-------- Data --------

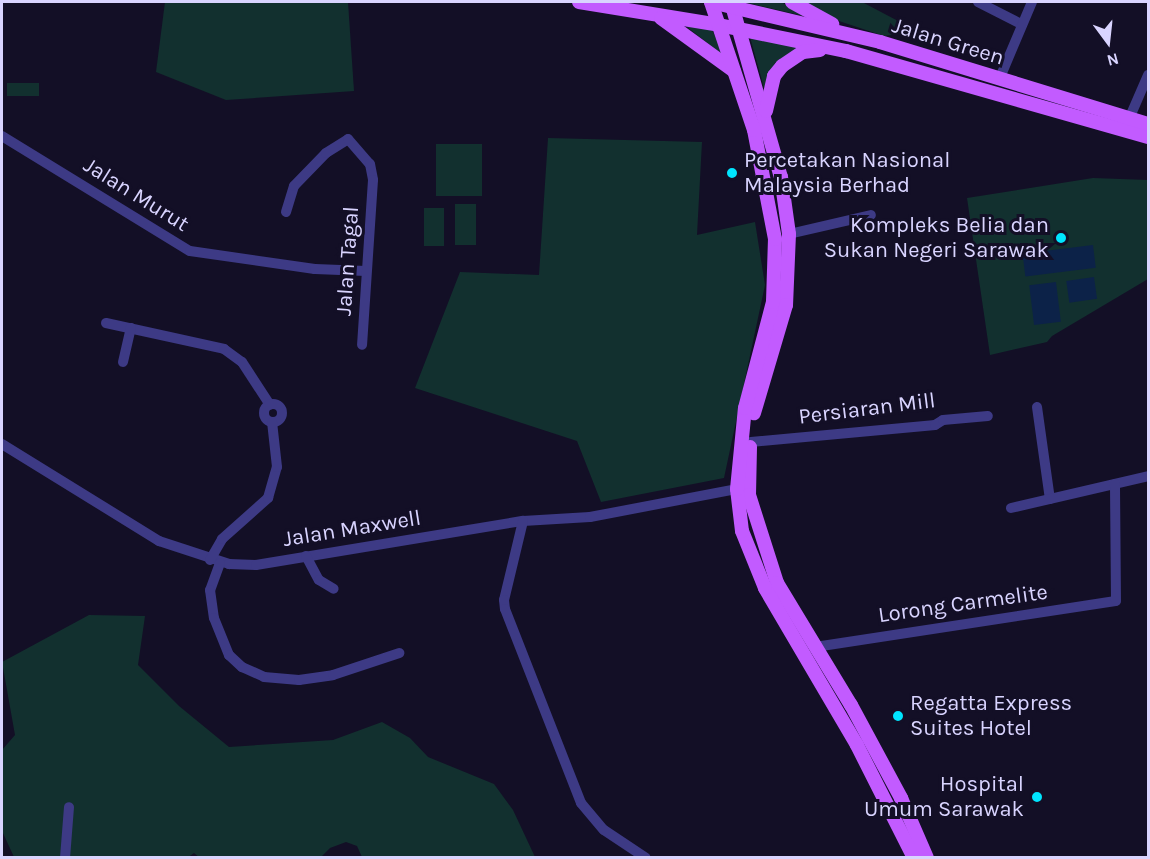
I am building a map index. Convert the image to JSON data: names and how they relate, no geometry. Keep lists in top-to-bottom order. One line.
{"streets":{"main road":["Jalan Green"],"street":["Jalan Murut","Jalan Tagal","Persiaran Mill","Jalan Maxwell","Lorong Carmelite"]},"crossings":[["Jalan Murut","Jalan Tagal"]],"places":["Percetakan Nasional Malaysia Berhad","Kompleks Belia dan Sukan Negeri Sarawak","Regatta Express Suites Hotel","Hospital Umum Sarawak"],"north":"bottom"}
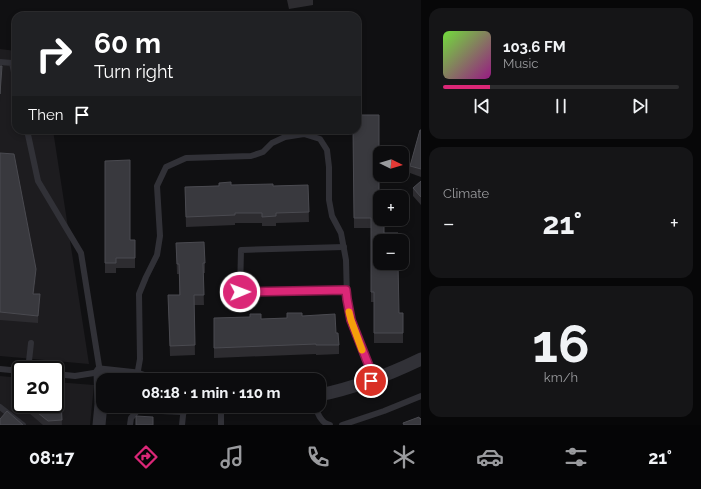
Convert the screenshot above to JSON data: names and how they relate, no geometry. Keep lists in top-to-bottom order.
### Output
{
  "north": "right",
  "page": {
    "turn": ["60 m", "Turn right"],
    "song": ["103.6 FM", "Music"],
    "then": "Then",
    "map_buttons": ["+", "−"],
    "tile": [
      "Climate",
      ["16", "km/h"]
    ],
    "heat": ["−", "21°", "+"],
    "limit": "20",
    "trip": "08:18 · 1 min · 110 m",
    "tabs": ["08:17", "21°"]
  }
}
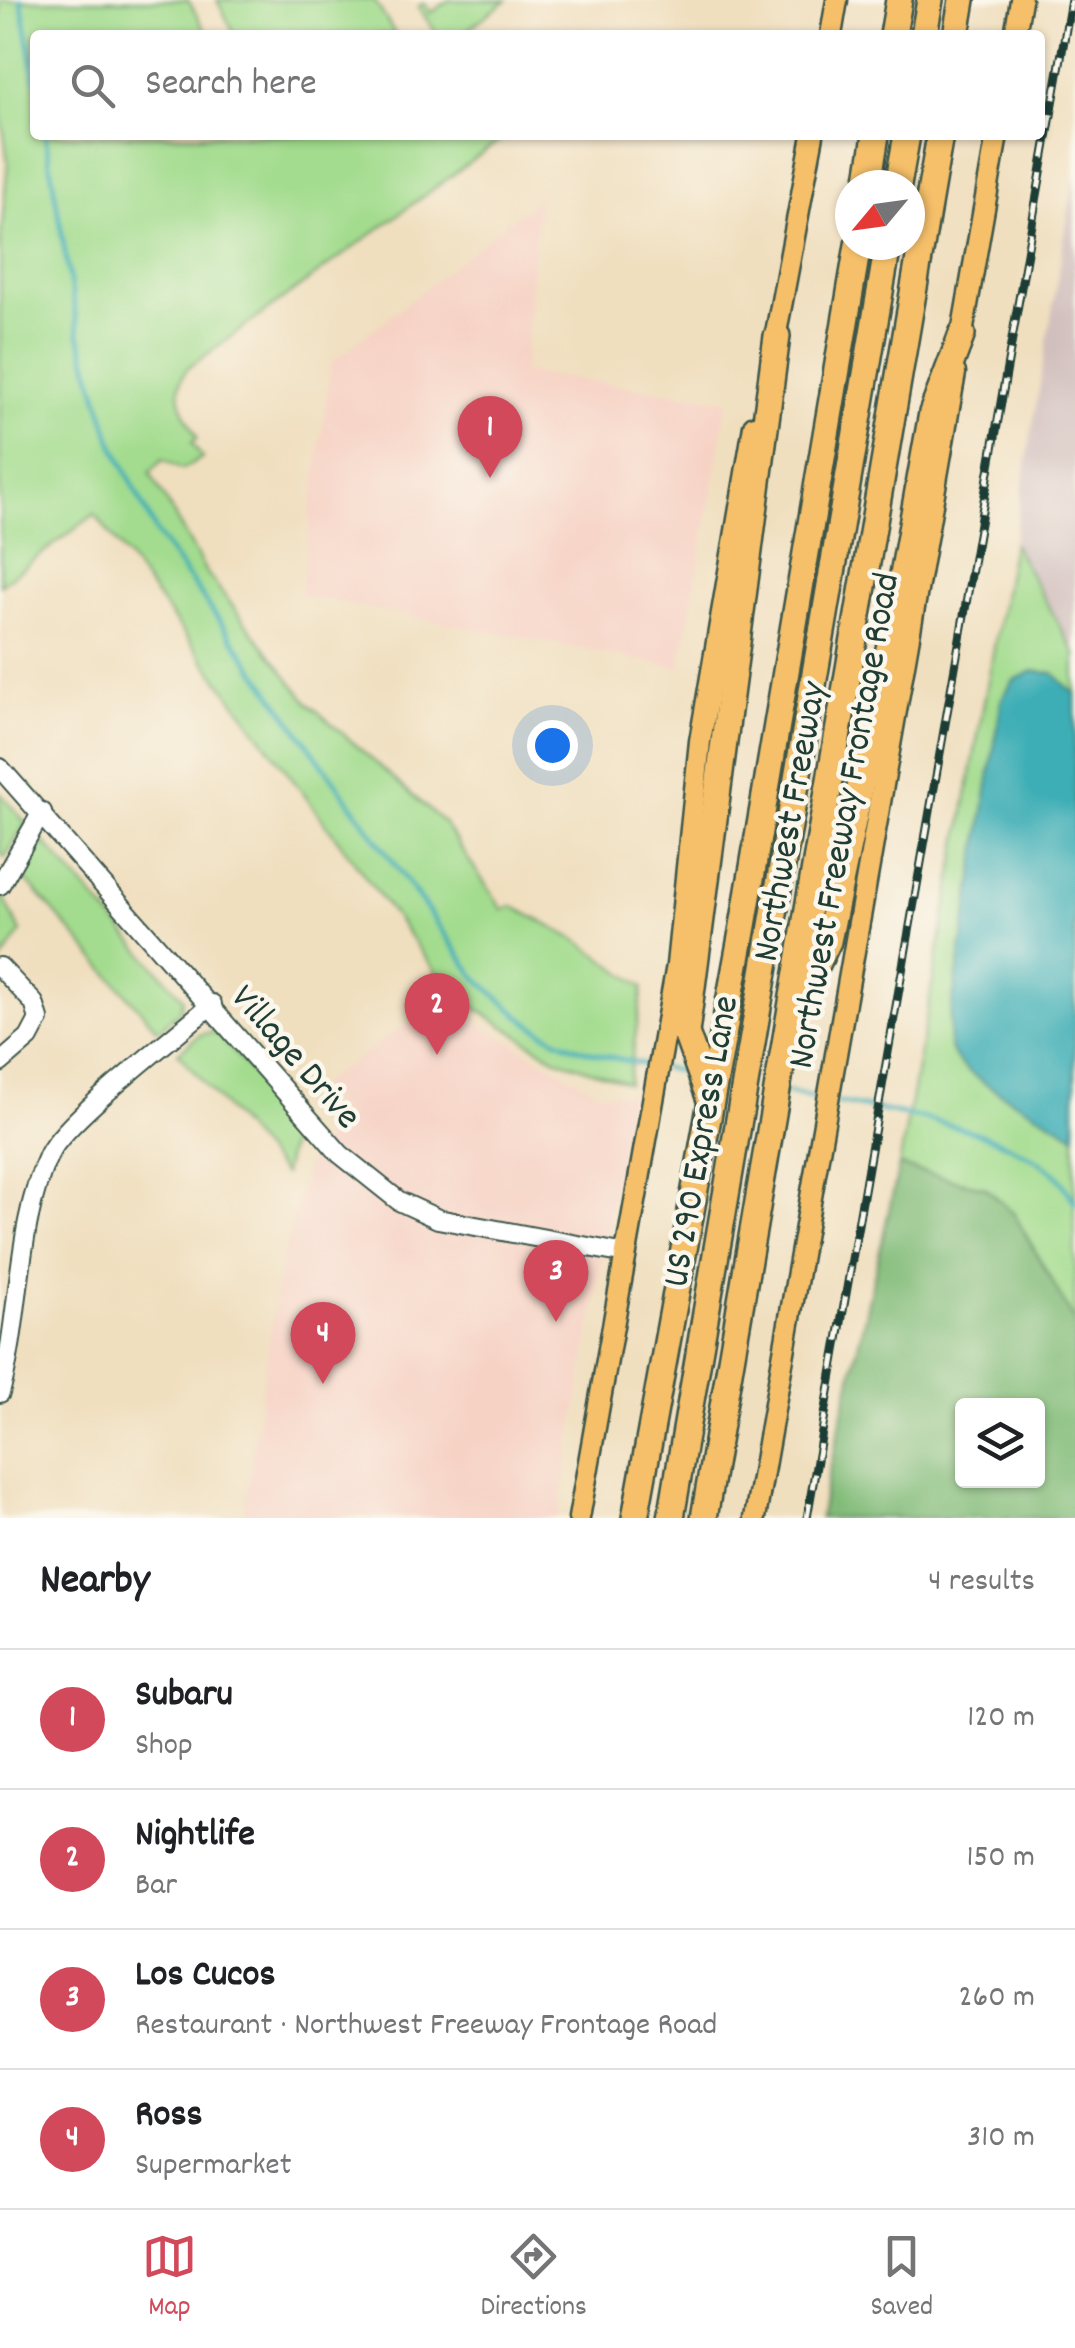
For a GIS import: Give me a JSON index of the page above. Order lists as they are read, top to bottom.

--------

## Activity
Repeat every entry above precisely, leaving each picture out.

## Answer section
I am building a map index. Convert the image to JSON data: names and how they relate, no geometry. Keep lists in top-to-bottom order. One line.
{"streets":{"main road":["Jalan Green"],"street":["Jalan Murut","Jalan Tagal","Persiaran Mill","Jalan Maxwell","Lorong Carmelite"]},"crossings":[["Jalan Murut","Jalan Tagal"]],"places":["Percetakan Nasional Malaysia Berhad","Kompleks Belia dan Sukan Negeri Sarawak","Regatta Express Suites Hotel","Hospital Umum Sarawak"],"north":"bottom"}
Convert the screenshot above to JSON data: names and how they relate, no geometry. Keep lists in top-to-bottom order.
### Output
{
  "north": "right",
  "page": {
    "turn": ["60 m", "Turn right"],
    "song": ["103.6 FM", "Music"],
    "then": "Then",
    "map_buttons": ["+", "−"],
    "tile": [
      "Climate",
      ["16", "km/h"]
    ],
    "heat": ["−", "21°", "+"],
    "limit": "20",
    "trip": "08:18 · 1 min · 110 m",
    "tabs": ["08:17", "21°"]
  }
}
For a GIS import: Give me a JSON index of the page above. Order lists as they are read, top to bottom.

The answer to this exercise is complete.